3. La « loi Fauchon » : obstacle à la reconnaissance de la responsabilité pénale des employeurs ?

a) La question de la modification éventuelle de la « loi Fauchon »

Il convient avant tout de noter que M. Pierre Fauchon ne s'est pas du tout montré hostile, par principe, à une modification de la loi du 10 juillet 2000 s'il était démontré qu'elle constituait un obstacle dans le règlement de l'affaire de l'amiante : « Il est tout à fait certain que, si la loi s'avère mal faite, il faut la corriger. Je serais le premier à proposer de le faire ».

La chancellerie n'envisage toutefois pas, pour l'instant, de modifier la loi du 10 juillet 2000. Ainsi, M. Alain Saffar a estimé que « la loi trouve elle-même un équilibre entre la volonté, d'un côté, de ne pas pénaliser à l'excès la vie sociale, d'une manière générale, qu'elle soit publique ou privée, et tous les comportements et, de l'autre, de faire en sorte que les gens qui sont dans des postes à responsabilités puissent les exercer : ils ont des pouvoirs particuliers pour cela et ils doivent assumer ces responsabilités.

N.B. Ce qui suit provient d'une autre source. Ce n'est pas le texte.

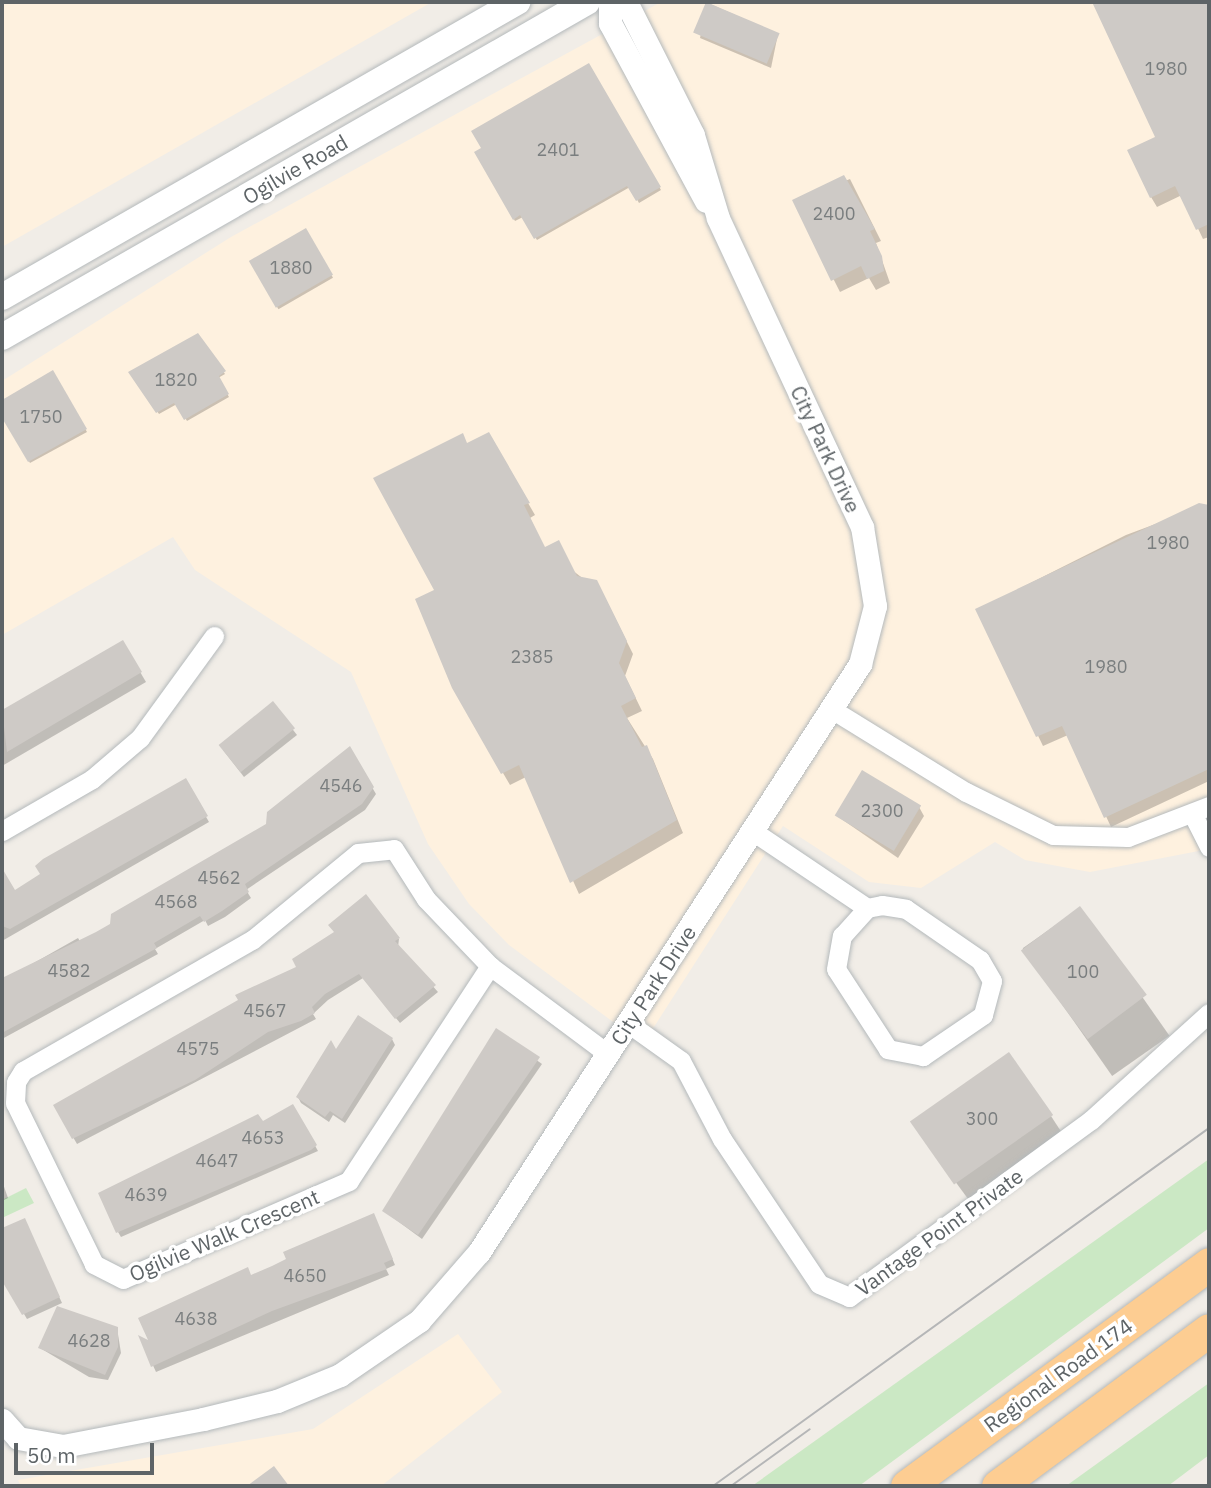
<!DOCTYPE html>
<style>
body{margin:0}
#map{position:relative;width:1211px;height:1488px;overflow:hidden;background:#f1ede7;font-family:"IBM Plex Sans",sans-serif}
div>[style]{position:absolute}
.commercial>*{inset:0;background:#fef1df}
.green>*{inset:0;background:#cbe8c4}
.shadow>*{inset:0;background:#0003;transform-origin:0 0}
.building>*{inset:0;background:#cecac6;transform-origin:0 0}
.roads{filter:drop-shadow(0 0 2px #b4b9bb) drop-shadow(0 0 2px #b4b9bb)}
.minor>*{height:19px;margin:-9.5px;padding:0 9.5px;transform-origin:9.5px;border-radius:9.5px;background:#fff}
.tertiary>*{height:23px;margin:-11.5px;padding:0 11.5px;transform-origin:11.5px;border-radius:11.5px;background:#fff}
.secondary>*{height:26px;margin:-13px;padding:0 13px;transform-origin:13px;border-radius:13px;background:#fff}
.motorway>*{height:33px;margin:-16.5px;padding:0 16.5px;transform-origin:16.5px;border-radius:16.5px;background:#fdcd92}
.tram>*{height:2px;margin:-1px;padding:0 1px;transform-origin:1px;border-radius:1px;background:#b5b6b7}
span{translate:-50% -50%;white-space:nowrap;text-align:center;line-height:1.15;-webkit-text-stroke:7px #fff;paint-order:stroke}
.number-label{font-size:18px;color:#7a7e7f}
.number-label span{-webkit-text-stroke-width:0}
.street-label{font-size:21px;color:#5e6467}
.frame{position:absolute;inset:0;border:4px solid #5e6467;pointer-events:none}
.scale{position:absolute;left:14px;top:1443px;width:140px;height:32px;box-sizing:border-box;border:4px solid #5e6467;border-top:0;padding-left:9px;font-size:21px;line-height:24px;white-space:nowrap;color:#5e6467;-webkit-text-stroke:5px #fff;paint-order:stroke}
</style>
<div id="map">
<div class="commercial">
<div style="clip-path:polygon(2px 2px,432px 2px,2px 247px)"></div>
<div style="clip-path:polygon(661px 2px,1209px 2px,1209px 849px,1090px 872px,1025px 860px,995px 842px,921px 888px,869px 882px,783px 826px,643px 1044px,509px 945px,469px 904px,428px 844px,351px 672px,195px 570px,173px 537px,2px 635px,2px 381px,231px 237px)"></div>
<div style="clip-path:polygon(458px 1334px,502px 1392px,381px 1486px,21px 1486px,18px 1480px,313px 1429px)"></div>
</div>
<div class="green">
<div style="clip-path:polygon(1209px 1159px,1209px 1228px,859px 1486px,752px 1486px)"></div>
<div style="clip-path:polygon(26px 1188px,34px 1203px,2px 1218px,2px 1200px)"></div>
<div style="clip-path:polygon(1209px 1383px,1209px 1455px,1168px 1486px,1066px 1486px)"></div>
</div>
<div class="shadow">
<div style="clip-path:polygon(1094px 2px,1209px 2px,1209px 237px,1203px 239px,1182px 195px,1157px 207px,1151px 197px,1158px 137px)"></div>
<div style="clip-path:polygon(708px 3px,778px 34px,771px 68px,700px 38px)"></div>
<div style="clip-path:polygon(589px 65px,661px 190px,639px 203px,630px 187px,537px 240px,523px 217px,515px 221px,476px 153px)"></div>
<div style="clip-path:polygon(850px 179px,881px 241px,876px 243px,890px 283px,876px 290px,869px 278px,840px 292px,794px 201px)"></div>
<div style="left:306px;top:231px;width:54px;height:63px;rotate:60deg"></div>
<div style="clip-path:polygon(198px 335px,225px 374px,218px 378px,229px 397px,187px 421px,177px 404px,159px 414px,130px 373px)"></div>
<div style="clip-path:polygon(53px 373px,87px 432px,30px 463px,2px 414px,2px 402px)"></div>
<div style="clip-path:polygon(488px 434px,535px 515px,530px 518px,545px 549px,603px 594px,633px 654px,625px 676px,642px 711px,627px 718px,653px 759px,683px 833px,579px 894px,526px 777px,510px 785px,503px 773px,436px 590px,467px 445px)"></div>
<div style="clip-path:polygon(1209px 504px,1209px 781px,1111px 827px,1068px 735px,1043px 746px,977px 610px,1126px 535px)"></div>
<div style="clip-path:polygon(123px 643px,146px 682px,2px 766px,2px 712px)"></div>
<div style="clip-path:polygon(272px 703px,297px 735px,244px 777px,223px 750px)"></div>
<div style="clip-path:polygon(349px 748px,376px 794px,365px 810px,246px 890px,251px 898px,225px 917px,208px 926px,205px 920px,155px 949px,158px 954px,2px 1039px,2px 981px,78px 938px,81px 943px,267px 825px)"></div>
<div style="clip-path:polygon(185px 780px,209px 822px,2px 941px,2px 886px,9px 883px,14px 892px)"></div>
<div style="clip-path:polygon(919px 807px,924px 816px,898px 858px,837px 816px)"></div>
<div style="left:1080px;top:908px;width:156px;height:70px;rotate:55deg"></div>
<div style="clip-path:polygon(335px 934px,399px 939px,398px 947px,438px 992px,400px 1023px,363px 978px,328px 1000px,313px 1014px,316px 1019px,77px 1144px,55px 1106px,299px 968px)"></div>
<div style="clip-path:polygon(496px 1031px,542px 1064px,422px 1239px,384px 1211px)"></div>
<div style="clip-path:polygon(392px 1039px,395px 1045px,345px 1123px,333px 1115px,329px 1122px,301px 1103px,298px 1097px,336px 1052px)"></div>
<div style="clip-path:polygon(293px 1106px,318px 1151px,121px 1237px,118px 1232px)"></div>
<div style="clip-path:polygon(1051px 1116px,1062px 1133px,971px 1203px,913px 1124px)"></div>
<div style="clip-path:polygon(2px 1181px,8px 1198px,2px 1201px)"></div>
<div style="clip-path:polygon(24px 1220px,62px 1303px,27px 1319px,2px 1277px,2px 1229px)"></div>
<div style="clip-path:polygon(376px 1221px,395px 1265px,386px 1269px,389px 1275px,156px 1372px,141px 1339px,151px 1343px,251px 1277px)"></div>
<div style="clip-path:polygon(117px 1328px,121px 1353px,108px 1380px,89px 1377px,40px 1348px)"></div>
</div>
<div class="building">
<div style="left:706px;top:2px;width:80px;height:33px;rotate:23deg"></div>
<div style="clip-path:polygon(1092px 2px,1209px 2px,1209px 224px,1196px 230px,1175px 186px,1150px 198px,1127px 150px,1155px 137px)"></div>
<div style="clip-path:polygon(589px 63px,661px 187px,636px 201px,627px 186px,534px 239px,520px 215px,513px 220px,474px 152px,481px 148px,471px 131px)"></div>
<div style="clip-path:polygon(844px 175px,875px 229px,870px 231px,882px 256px,884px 271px,867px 279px,861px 266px,831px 281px,792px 200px)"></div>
<div style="left:306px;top:228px;width:54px;height:66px;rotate:60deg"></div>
<div style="clip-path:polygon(198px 333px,226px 371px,219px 376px,229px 394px,184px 420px,174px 403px,156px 413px,128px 372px)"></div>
<div style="clip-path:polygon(53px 370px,87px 429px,28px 462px,2px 418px,2px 400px)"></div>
<div style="clip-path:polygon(489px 432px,530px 503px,524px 505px,545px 547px,559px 540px,577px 576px,597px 580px,627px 641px,619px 663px,636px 698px,621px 706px,642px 747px,647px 745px,677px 820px,570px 883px,519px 765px,501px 774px,452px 688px,415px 599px,434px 590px,373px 478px,463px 433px,467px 443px)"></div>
<div style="clip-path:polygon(1199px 503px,1209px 505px,1209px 769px,1104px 818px,1062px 726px,1036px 737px,975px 609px)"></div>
<div style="clip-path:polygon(123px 640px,142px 672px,7px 752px,2px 710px)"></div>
<div style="left:273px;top:701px;width:35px;height:70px;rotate:51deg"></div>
<div style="clip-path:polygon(350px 746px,374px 787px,362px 804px,245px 884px,249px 892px,222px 911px,204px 922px,200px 916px,154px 943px,157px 948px,2px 1033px,2px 978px,96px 932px,110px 924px,111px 914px,266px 824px,267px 812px)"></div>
<div style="left:862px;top:770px;width:69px;height:53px;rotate:31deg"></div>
<div style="clip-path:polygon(186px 778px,208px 816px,10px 929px,2px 926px,2px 868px,15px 890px,40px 874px,35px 866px,43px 859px)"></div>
<div style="clip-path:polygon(366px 894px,400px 938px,395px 941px,436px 985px,395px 1019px,359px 974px,325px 994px,312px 1007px,315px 1013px,301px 1021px,268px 1032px,195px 1080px,72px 1139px,53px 1105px,238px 1000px,235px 995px,296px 967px,292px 959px,334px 932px,328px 925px)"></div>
<div style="left:1080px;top:906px;width:111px;height:74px;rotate:53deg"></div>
<div style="clip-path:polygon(358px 1015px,393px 1038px,342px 1119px,330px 1111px,325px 1117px,296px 1097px,331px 1040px,336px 1049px)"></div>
<div style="clip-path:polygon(496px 1028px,540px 1057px,418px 1235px,382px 1211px)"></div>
<div style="left:1009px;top:1052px;width:77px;height:121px;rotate:55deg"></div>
<div style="clip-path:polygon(293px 1104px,317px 1145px,311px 1150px,116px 1233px,98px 1193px,258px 1114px,263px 1121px)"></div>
<div style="clip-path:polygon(374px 1213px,393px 1259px,384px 1263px,387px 1269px,272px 1311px,151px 1367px,138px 1335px,148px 1340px,138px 1318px,248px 1267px,251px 1275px,272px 1266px,286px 1259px,283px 1252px)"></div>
<div style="clip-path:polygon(25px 1218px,60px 1297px,22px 1315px,2px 1281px,2px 1228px)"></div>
<div style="clip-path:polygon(57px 1306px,118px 1327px,118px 1347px,105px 1375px,38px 1348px)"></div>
<div style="clip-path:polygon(274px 1466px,289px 1486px,247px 1486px)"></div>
</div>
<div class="roads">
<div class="minor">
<div style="left:833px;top:710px;width:156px;rotate:31.7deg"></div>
<div style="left:966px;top:792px;width:97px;rotate:26.3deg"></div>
<div style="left:1053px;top:835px;width:75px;rotate:1.5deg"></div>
<div style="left:1128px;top:837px;width:87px;rotate:-20.9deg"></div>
<div style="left:1193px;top:815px;width:36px;rotate:63deg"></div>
<div style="left:2px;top:831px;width:104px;rotate:-30deg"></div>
<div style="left:92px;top:779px;width:63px;rotate:-40.5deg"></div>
<div style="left:140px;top:738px;width:126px;rotate:-54deg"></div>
<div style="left:754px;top:832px;width:136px;rotate:33.9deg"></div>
<div style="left:882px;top:905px;width:24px;rotate:9deg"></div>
<div style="left:906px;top:909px;width:90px;rotate:34.6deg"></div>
<div style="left:980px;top:960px;width:24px;rotate:60deg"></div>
<div style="left:992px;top:981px;width:35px;rotate:105deg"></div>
<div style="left:983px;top:1015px;width:73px;rotate:145.7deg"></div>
<div style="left:923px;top:1056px;width:36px;rotate:-169deg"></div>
<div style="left:888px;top:1049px;width:95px;rotate:-123deg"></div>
<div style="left:836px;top:969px;width:34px;rotate:-80deg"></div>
<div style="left:842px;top:936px;width:38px;rotate:-48deg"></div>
<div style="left:867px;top:908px;width:15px;rotate:-11deg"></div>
<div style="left:490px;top:966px;width:257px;rotate:123.3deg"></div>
<div style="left:349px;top:1181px;width:246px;rotate:156.6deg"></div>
<div style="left:123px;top:1279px;width:33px;rotate:-153deg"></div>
<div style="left:94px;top:1264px;width:179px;rotate:-116.1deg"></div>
<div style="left:15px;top:1103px;width:21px;rotate:-87deg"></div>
<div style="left:16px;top:1082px;width:13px;rotate:-58deg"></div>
<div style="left:23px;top:1071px;width:264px;rotate:-29.8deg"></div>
<div style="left:252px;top:940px;width:137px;rotate:-39.4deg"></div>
<div style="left:358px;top:853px;width:36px;rotate:-6deg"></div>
<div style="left:394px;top:849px;width:59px;rotate:57.4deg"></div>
<div style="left:426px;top:899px;width:93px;rotate:46.3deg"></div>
<div style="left:490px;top:966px;width:147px;rotate:36.7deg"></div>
<div style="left:628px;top:1023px;width:65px;rotate:35.6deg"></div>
<div style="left:681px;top:1061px;width:88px;rotate:62.3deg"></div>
<div style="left:722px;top:1139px;width:174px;rotate:56.2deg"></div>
<div style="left:819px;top:1284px;width:33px;rotate:23deg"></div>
<div style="left:849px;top:1297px;width:300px;rotate:-36.2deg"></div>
<div style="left:1091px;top:1120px;width:159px;rotate:-42.2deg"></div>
</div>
<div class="tertiary">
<div style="left:610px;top:2px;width:21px;rotate:90deg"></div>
<div style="left:610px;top:23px;width:202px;rotate:61.7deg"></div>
<div style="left:2px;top:1420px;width:24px;rotate:48deg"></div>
<div style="left:18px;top:1438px;width:46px;rotate:10.1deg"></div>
<div style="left:63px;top:1446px;width:143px;rotate:-10.9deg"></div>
<div style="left:203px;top:1419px;width:76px;rotate:-13.7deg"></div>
<div style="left:277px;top:1401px;width:68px;rotate:-22.4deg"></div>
<div style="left:340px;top:1375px;width:96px;rotate:-34.4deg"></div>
<div style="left:419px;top:1321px;width:91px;rotate:-49deg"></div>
<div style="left:479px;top:1252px;width:701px;rotate:-57.06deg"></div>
<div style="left:860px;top:664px;width:60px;rotate:-75.5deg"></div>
<div style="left:875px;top:606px;width:80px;rotate:-99.3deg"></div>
<div style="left:862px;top:527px;width:341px;rotate:-115deg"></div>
<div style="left:718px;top:218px;width:87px;rotate:-106.8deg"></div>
<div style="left:693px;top:135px;width:149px;rotate:-116.7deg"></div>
</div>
<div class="secondary">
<div style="left:2px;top:297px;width:594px;rotate:-29.8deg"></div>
<div style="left:2px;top:337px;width:674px;rotate:-29.8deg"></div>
</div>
<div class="motorway">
<div style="left:907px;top:1486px;width:375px;rotate:-36.3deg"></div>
<div style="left:998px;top:1486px;width:262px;rotate:-36.5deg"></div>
</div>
</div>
<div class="tram">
<div style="left:713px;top:1486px;width:612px;rotate:-35.82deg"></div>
<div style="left:731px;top:1486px;width:97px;rotate:-35.8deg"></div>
</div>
<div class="number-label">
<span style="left:1166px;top:69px">1980</span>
<span style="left:558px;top:150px">2401</span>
<span style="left:834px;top:214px">2400</span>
<span style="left:291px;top:268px">1880</span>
<span style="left:176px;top:380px">1820</span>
<span style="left:41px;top:417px">1750</span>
<span style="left:1168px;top:543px">1980</span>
<span style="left:532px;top:657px">2385</span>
<span style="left:1106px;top:667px">1980</span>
<span style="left:341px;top:786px">4546</span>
<span style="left:882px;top:811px">2300</span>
<span style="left:219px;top:878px">4562</span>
<span style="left:176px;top:902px">4568</span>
<span style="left:69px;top:971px">4582</span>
<span style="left:1083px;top:972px">100</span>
<span style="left:265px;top:1011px">4567</span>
<span style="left:198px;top:1049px">4575</span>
<span style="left:982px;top:1119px">300</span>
<span style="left:263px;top:1138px">4653</span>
<span style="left:217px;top:1161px">4647</span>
<span style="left:146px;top:1195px">4639</span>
<span style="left:305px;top:1276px">4650</span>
<span style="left:196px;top:1319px">4638</span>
<span style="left:89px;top:1341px">4628</span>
</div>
<div class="street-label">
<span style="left:295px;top:169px;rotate:-30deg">Ogilvie Road</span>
<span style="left:826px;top:449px;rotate:65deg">City Park Drive</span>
<span style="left:653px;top:985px;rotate:-57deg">City Park Drive</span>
<span style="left:939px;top:1232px;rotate:-36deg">Vantage Point Private</span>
<span style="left:224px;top:1235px;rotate:-23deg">Ogilvie Walk Crescent</span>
<span style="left:1058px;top:1375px;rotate:-36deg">Regional Road 174</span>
</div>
<div class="frame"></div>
<div class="scale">50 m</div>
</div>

La loi trouve un équilibre entre ces deux écueils et il n'est pas envisagé d'en changer pour l'instant ». Au cours de son audition, le garde des Sceaux a réaffirmé cette position.

La loi du 10 juillet 2000 a-t-elle de toute façon besoin d'être modifiée pour permettre l'engagement de la responsabilité des chefs d'entreprise et le déroulement d'un « procès de l'amiante » ? La mission s'interroge.

Me Jean-Paul Teissonnière lui-même, évoquant la décision de la cour d'appel de Douai, qui a fondé le rejet de la plainte sur les dispositions du code pénal issues de la « loi Fauchon », a indiqué : « Je ne pense pas que la « loi Fauchon » interdise les condamnations des responsables dans l'affaire de l'amiante. Elle les rend simplement plus problématiques ». Sur ce point, les avocats des parties sont donc d'accord , Me Philippe Plichon ayant estimé que « affirmer que la « loi Fauchon » interdit de condamner les employeurs est absolument faux ». Il a même ajouté : « Je défends depuis des années des cadres délégataires en matière d'hygiène et de sécurité et je peux vous assurer qu'ils sont toujours aussi souvent condamnés. Depuis le vote de cette loi, aucun arrêt de la chambre criminelle de la Cour de cassation n'est favorable à un employeur ».

Me Jean-Paul Teissonnière s'est cependant interrogé sur la possibilité d'appliquer, le cas échéant, la loi du 10 juillet 2000 à l'affaire de l'amiante, soulignant un problème de non rétroactivité de la loi pénale : « Bien entendu, on peut toujours se dire que, pour toutes les victimes actuelles, d'ores et déjà déclarées, on ferait application du texte de la « loi Fauchon », qui peut être considérée comme une loi pénale plus douce, et que, pour les victimes à venir après la réforme de la « loi Fauchon », on pourrait appliquer la nouvelle loi, plus sévère, mais je n'en suis même pas sûr. En effet, si la Cour européenne des droits de l'Homme était saisie, comme le fait fautif est antérieur à la modification de la loi [...] je ne suis pas sûr que, quand bien même les juridictions françaises appliqueraient la nouvelle loi, la Cour européenne nous interdirait de faire une application rétroactive dans une certaine mesure, compte tenu de l'ancienneté des faits ».